*EXTRACTED MATERIAL*.
- - -

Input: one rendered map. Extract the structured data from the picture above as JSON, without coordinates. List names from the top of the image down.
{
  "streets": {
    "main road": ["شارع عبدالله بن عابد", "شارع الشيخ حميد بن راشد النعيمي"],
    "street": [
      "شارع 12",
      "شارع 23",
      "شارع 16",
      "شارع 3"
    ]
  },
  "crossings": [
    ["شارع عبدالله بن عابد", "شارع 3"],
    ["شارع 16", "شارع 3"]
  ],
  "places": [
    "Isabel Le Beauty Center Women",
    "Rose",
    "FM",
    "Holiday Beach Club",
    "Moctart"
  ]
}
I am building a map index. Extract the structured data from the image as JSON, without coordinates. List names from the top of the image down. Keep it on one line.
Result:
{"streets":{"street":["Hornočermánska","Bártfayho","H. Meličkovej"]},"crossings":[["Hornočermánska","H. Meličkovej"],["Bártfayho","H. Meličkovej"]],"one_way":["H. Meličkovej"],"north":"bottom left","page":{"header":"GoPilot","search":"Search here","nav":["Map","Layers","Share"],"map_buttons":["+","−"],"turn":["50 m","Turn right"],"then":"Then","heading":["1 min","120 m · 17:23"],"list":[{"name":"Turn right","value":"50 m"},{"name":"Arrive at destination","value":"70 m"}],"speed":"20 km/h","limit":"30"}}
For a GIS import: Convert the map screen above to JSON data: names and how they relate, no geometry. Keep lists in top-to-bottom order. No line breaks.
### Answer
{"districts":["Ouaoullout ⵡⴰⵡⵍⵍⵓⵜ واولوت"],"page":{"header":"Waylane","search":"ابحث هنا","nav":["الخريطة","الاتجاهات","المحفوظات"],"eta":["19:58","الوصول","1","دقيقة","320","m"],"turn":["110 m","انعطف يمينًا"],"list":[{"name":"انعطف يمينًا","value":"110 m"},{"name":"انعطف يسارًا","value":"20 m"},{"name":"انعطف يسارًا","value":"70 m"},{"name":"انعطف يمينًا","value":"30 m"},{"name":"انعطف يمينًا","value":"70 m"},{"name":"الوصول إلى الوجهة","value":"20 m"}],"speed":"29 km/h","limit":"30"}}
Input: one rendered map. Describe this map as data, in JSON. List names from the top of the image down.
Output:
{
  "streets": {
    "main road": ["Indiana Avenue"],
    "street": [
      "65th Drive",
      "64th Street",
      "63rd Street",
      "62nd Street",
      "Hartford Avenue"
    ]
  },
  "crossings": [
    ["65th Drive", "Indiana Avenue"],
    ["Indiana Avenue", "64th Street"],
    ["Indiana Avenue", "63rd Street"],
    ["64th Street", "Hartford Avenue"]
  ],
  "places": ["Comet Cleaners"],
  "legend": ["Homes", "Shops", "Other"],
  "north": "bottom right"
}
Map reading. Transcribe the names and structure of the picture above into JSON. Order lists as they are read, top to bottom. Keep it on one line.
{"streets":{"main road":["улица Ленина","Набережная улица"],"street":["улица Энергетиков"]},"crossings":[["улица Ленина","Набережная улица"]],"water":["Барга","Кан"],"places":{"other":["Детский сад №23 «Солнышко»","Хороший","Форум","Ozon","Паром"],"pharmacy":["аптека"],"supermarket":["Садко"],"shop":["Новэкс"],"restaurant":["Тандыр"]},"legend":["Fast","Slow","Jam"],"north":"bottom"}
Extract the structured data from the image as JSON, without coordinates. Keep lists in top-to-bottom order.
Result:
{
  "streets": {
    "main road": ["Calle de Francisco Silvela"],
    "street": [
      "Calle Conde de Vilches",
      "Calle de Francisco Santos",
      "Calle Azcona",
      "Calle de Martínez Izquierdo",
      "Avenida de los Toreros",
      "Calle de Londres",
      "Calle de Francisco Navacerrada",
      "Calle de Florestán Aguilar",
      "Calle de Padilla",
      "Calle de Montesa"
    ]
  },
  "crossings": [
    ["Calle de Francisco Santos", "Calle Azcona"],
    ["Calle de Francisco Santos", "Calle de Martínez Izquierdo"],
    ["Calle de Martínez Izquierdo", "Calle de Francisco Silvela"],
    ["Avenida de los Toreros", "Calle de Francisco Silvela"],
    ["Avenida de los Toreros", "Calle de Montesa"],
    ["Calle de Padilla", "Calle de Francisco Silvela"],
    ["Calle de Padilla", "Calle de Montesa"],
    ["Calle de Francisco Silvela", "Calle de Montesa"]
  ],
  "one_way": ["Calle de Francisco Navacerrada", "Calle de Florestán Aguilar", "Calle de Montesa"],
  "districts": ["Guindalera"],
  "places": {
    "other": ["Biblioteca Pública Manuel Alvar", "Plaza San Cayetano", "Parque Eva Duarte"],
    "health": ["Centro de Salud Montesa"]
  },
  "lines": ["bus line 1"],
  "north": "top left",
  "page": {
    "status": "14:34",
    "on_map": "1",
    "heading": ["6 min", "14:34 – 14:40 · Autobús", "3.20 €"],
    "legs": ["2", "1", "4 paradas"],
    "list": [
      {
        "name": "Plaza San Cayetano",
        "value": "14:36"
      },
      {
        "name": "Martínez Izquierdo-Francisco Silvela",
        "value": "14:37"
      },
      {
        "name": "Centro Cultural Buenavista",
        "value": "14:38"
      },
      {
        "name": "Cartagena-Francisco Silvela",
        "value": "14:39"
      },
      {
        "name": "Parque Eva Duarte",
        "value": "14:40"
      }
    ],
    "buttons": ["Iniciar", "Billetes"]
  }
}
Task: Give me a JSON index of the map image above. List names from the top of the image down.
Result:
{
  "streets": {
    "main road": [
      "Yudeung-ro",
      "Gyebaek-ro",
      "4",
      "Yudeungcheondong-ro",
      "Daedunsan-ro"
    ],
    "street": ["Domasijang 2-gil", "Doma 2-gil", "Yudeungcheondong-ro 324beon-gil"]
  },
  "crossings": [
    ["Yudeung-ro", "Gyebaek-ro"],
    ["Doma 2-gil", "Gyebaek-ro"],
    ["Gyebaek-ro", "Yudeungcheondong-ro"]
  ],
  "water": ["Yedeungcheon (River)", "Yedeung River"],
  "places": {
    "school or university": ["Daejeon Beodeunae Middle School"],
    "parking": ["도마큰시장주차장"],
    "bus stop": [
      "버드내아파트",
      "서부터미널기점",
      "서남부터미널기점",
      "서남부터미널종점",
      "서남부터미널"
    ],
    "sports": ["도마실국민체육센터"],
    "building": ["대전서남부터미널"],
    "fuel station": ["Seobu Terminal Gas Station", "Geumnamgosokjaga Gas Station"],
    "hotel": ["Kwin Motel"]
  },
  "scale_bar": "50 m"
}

- - -

*ASSIGNMENT*.
Without omitting anything, reproduce the whole of the data.

*WRITTEN REPLY*.
Input: one rendered map. Extract the structured data from the picture above as JSON, without coordinates. List names from the top of the image down.
{
  "streets": {
    "main road": ["شارع عبدالله بن عابد", "شارع الشيخ حميد بن راشد النعيمي"],
    "street": [
      "شارع 12",
      "شارع 23",
      "شارع 16",
      "شارع 3"
    ]
  },
  "crossings": [
    ["شارع عبدالله بن عابد", "شارع 3"],
    ["شارع 16", "شارع 3"]
  ],
  "places": [
    "Isabel Le Beauty Center Women",
    "Rose",
    "FM",
    "Holiday Beach Club",
    "Moctart"
  ]
}
I am building a map index. Extract the structured data from the image as JSON, without coordinates. List names from the top of the image down. Keep it on one line.
Result:
{"streets":{"street":["Hornočermánska","Bártfayho","H. Meličkovej"]},"crossings":[["Hornočermánska","H. Meličkovej"],["Bártfayho","H. Meličkovej"]],"one_way":["H. Meličkovej"],"north":"bottom left","page":{"header":"GoPilot","search":"Search here","nav":["Map","Layers","Share"],"map_buttons":["+","−"],"turn":["50 m","Turn right"],"then":"Then","heading":["1 min","120 m · 17:23"],"list":[{"name":"Turn right","value":"50 m"},{"name":"Arrive at destination","value":"70 m"}],"speed":"20 km/h","limit":"30"}}
For a GIS import: Convert the map screen above to JSON data: names and how they relate, no geometry. Keep lists in top-to-bottom order. No line breaks.
### Answer
{"districts":["Ouaoullout ⵡⴰⵡⵍⵍⵓⵜ واولوت"],"page":{"header":"Waylane","search":"ابحث هنا","nav":["الخريطة","الاتجاهات","المحفوظات"],"eta":["19:58","الوصول","1","دقيقة","320","m"],"turn":["110 m","انعطف يمينًا"],"list":[{"name":"انعطف يمينًا","value":"110 m"},{"name":"انعطف يسارًا","value":"20 m"},{"name":"انعطف يسارًا","value":"70 m"},{"name":"انعطف يمينًا","value":"30 m"},{"name":"انعطف يمينًا","value":"70 m"},{"name":"الوصول إلى الوجهة","value":"20 m"}],"speed":"29 km/h","limit":"30"}}
Input: one rendered map. Describe this map as data, in JSON. List names from the top of the image down.
Output:
{
  "streets": {
    "main road": ["Indiana Avenue"],
    "street": [
      "65th Drive",
      "64th Street",
      "63rd Street",
      "62nd Street",
      "Hartford Avenue"
    ]
  },
  "crossings": [
    ["65th Drive", "Indiana Avenue"],
    ["Indiana Avenue", "64th Street"],
    ["Indiana Avenue", "63rd Street"],
    ["64th Street", "Hartford Avenue"]
  ],
  "places": ["Comet Cleaners"],
  "legend": ["Homes", "Shops", "Other"],
  "north": "bottom right"
}
Map reading. Transcribe the names and structure of the picture above into JSON. Order lists as they are read, top to bottom. Keep it on one line.
{"streets":{"main road":["улица Ленина","Набережная улица"],"street":["улица Энергетиков"]},"crossings":[["улица Ленина","Набережная улица"]],"water":["Барга","Кан"],"places":{"other":["Детский сад №23 «Солнышко»","Хороший","Форум","Ozon","Паром"],"pharmacy":["аптека"],"supermarket":["Садко"],"shop":["Новэкс"],"restaurant":["Тандыр"]},"legend":["Fast","Slow","Jam"],"north":"bottom"}
Extract the structured data from the image as JSON, without coordinates. Keep lists in top-to-bottom order.
Result:
{
  "streets": {
    "main road": ["Calle de Francisco Silvela"],
    "street": [
      "Calle Conde de Vilches",
      "Calle de Francisco Santos",
      "Calle Azcona",
      "Calle de Martínez Izquierdo",
      "Avenida de los Toreros",
      "Calle de Londres",
      "Calle de Francisco Navacerrada",
      "Calle de Florestán Aguilar",
      "Calle de Padilla",
      "Calle de Montesa"
    ]
  },
  "crossings": [
    ["Calle de Francisco Santos", "Calle Azcona"],
    ["Calle de Francisco Santos", "Calle de Martínez Izquierdo"],
    ["Calle de Martínez Izquierdo", "Calle de Francisco Silvela"],
    ["Avenida de los Toreros", "Calle de Francisco Silvela"],
    ["Avenida de los Toreros", "Calle de Montesa"],
    ["Calle de Padilla", "Calle de Francisco Silvela"],
    ["Calle de Padilla", "Calle de Montesa"],
    ["Calle de Francisco Silvela", "Calle de Montesa"]
  ],
  "one_way": ["Calle de Francisco Navacerrada", "Calle de Florestán Aguilar", "Calle de Montesa"],
  "districts": ["Guindalera"],
  "places": {
    "other": ["Biblioteca Pública Manuel Alvar", "Plaza San Cayetano", "Parque Eva Duarte"],
    "health": ["Centro de Salud Montesa"]
  },
  "lines": ["bus line 1"],
  "north": "top left",
  "page": {
    "status": "14:34",
    "on_map": "1",
    "heading": ["6 min", "14:34 – 14:40 · Autobús", "3.20 €"],
    "legs": ["2", "1", "4 paradas"],
    "list": [
      {
        "name": "Plaza San Cayetano",
        "value": "14:36"
      },
      {
        "name": "Martínez Izquierdo-Francisco Silvela",
        "value": "14:37"
      },
      {
        "name": "Centro Cultural Buenavista",
        "value": "14:38"
      },
      {
        "name": "Cartagena-Francisco Silvela",
        "value": "14:39"
      },
      {
        "name": "Parque Eva Duarte",
        "value": "14:40"
      }
    ],
    "buttons": ["Iniciar", "Billetes"]
  }
}
Task: Give me a JSON index of the map image above. List names from the top of the image down.
Result:
{
  "streets": {
    "main road": [
      "Yudeung-ro",
      "Gyebaek-ro",
      "4",
      "Yudeungcheondong-ro",
      "Daedunsan-ro"
    ],
    "street": ["Domasijang 2-gil", "Doma 2-gil", "Yudeungcheondong-ro 324beon-gil"]
  },
  "crossings": [
    ["Yudeung-ro", "Gyebaek-ro"],
    ["Doma 2-gil", "Gyebaek-ro"],
    ["Gyebaek-ro", "Yudeungcheondong-ro"]
  ],
  "water": ["Yedeungcheon (River)", "Yedeung River"],
  "places": {
    "school or university": ["Daejeon Beodeunae Middle School"],
    "parking": ["도마큰시장주차장"],
    "bus stop": [
      "버드내아파트",
      "서부터미널기점",
      "서남부터미널기점",
      "서남부터미널종점",
      "서남부터미널"
    ],
    "sports": ["도마실국민체육센터"],
    "building": ["대전서남부터미널"],
    "fuel station": ["Seobu Terminal Gas Station", "Geumnamgosokjaga Gas Station"],
    "hotel": ["Kwin Motel"]
  },
  "scale_bar": "50 m"
}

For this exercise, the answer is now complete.